How secure are you?

By Chuck Musciano, Unix Insider |  Security




Hey, where's my power?


Hackers do not just try to get passwords and access. They also attempt to cause problems by assuming your identity and cutting off your phone, electrical, and Internet services.

This may sound overboard, but it's not. For every account you have remotely touching your Web site, your physical plant, even your personal life, set up a password with that provider of services and change it frequently. Without this, people can call up, say they're you, and have your service cut off. It has happened; don't let it happen to you.




How do you know you've been hacked?


Keep tabs on suspicious activities by using software packages with Tripwire features or even monitored dummy accounts, and by religiously checking those logfiles and multiple logging systems, especially those actually stored on other machines.

Designing and closely monitoring software and files with obvious "dummy" user IDs and passwords (and other such data goodies a hacker might find too tempting to resist) has proven effective. The Cuckoo's Egg is probably the most famous book that gives a detailed account of hackers being gullible and falling for just these types of methods.
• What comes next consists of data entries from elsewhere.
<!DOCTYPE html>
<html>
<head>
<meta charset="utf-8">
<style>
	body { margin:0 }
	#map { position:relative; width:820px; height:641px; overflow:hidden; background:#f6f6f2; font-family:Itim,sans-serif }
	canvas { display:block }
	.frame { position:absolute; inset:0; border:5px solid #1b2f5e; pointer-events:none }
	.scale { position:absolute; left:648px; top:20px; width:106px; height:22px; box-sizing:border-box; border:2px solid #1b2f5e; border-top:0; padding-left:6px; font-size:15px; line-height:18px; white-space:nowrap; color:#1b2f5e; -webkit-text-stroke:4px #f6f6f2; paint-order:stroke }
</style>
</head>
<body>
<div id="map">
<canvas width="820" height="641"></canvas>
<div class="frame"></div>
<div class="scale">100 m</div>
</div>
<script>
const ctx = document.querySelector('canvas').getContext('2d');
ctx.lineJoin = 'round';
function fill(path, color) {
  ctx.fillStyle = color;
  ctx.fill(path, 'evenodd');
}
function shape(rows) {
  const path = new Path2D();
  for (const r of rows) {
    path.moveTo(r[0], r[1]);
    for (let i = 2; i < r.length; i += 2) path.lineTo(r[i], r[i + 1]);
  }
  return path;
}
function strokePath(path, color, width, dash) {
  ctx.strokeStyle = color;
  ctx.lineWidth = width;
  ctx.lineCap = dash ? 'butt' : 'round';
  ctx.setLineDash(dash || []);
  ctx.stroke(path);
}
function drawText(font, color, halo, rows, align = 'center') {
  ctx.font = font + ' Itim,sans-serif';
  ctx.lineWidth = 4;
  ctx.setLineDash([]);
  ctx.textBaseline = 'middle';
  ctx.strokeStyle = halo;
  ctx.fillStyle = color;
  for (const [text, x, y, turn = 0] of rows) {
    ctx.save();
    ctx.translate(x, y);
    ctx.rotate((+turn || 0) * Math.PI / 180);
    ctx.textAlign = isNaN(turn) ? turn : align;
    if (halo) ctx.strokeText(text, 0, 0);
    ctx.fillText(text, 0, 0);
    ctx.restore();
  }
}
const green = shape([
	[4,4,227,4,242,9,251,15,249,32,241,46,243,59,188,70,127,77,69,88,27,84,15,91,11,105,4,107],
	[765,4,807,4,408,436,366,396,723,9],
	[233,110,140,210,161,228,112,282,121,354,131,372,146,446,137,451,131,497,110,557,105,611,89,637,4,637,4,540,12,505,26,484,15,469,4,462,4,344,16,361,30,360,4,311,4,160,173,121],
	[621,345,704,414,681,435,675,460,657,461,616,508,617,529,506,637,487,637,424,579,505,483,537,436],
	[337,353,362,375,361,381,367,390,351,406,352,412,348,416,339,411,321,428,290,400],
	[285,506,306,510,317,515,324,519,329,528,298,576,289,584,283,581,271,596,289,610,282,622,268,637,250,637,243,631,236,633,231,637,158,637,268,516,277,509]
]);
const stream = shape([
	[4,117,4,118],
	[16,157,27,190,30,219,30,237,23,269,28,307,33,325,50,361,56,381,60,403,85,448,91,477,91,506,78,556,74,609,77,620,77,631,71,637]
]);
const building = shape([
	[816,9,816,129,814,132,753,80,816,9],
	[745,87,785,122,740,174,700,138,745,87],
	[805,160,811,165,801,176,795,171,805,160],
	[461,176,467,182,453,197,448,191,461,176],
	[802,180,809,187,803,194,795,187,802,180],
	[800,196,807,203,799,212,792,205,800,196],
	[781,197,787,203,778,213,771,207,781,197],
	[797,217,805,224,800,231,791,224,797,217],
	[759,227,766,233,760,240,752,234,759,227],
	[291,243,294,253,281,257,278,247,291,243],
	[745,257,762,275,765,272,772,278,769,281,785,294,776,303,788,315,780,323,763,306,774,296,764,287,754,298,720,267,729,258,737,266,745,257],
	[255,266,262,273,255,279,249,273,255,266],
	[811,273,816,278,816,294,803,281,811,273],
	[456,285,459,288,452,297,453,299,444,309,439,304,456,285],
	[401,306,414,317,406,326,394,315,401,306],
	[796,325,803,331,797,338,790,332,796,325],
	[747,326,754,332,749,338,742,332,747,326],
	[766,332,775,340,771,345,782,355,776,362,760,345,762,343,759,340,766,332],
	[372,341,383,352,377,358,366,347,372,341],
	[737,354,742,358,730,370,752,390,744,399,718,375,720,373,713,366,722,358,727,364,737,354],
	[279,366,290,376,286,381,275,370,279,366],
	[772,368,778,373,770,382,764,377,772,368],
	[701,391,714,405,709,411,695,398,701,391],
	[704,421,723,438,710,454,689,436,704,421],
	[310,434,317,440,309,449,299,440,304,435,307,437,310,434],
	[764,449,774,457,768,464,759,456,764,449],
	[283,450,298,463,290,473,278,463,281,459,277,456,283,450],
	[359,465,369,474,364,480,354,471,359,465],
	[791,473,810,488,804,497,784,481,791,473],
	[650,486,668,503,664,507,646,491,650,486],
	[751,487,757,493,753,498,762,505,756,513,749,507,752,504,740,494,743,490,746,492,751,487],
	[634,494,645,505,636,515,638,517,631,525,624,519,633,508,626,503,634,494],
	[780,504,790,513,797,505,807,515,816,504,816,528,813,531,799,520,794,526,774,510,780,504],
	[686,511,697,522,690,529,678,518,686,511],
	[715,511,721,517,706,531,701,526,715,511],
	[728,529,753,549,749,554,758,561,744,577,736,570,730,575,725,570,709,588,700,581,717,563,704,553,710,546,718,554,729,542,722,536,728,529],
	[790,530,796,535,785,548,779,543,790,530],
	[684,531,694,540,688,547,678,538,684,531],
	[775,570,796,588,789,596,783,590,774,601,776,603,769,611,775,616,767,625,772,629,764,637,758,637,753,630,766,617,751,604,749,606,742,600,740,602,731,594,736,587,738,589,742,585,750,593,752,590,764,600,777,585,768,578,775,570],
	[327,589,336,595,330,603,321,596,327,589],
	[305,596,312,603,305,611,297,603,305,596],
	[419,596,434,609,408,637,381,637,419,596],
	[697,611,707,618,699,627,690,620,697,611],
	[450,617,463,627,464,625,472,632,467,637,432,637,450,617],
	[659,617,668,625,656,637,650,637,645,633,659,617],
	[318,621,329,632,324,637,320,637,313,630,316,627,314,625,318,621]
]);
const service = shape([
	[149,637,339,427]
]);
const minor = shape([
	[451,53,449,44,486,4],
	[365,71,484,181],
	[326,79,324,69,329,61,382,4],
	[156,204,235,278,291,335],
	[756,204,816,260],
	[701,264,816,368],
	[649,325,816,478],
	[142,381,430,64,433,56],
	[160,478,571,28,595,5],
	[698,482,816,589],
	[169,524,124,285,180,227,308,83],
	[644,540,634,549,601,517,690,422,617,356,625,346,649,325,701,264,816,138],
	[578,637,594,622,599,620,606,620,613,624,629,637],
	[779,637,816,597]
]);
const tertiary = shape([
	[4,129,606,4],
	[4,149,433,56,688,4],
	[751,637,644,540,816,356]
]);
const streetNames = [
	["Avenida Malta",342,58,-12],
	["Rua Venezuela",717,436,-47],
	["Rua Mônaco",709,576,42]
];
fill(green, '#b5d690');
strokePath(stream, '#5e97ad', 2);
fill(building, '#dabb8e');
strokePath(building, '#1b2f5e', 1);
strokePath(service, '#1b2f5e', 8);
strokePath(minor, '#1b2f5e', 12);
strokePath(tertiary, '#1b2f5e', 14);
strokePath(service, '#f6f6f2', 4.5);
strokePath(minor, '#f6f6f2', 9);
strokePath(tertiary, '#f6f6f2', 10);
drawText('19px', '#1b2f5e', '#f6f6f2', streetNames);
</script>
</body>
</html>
Tools that serve as your best security guards include firewalls, software protection and authentication tools, careful Web site design and coding, system testing tools, and a constant attentiveness to system health and welfare and to the newest developments in the hacking community. According to one security expert, "It is pretty bad that you have to ally with [hackers] to stay ahead of them, but that's the reality."

If you've taken all of the precautions you possibly can and you still get hacked, don't feel bad. Learn from it. Hindsight is always 20/20. Naive system administrators have been known to leave a known vulnerability in place, somehow expecting that it won't be hacked twice.

Hackers generally don't stumble into your network -- you were picked as a target. Hackers study the problem and take note of all that they find. If the hole in your security armor allows a hacker's arrow to pierce you once, you better believe this weakness has been posted throughout most of the hacking groups and IRC (Internet relay chat) channels.

Just having completed a year-long military computer security study, I will quote from my report: "The only way to secure the systems one hundred percent is to turn them off."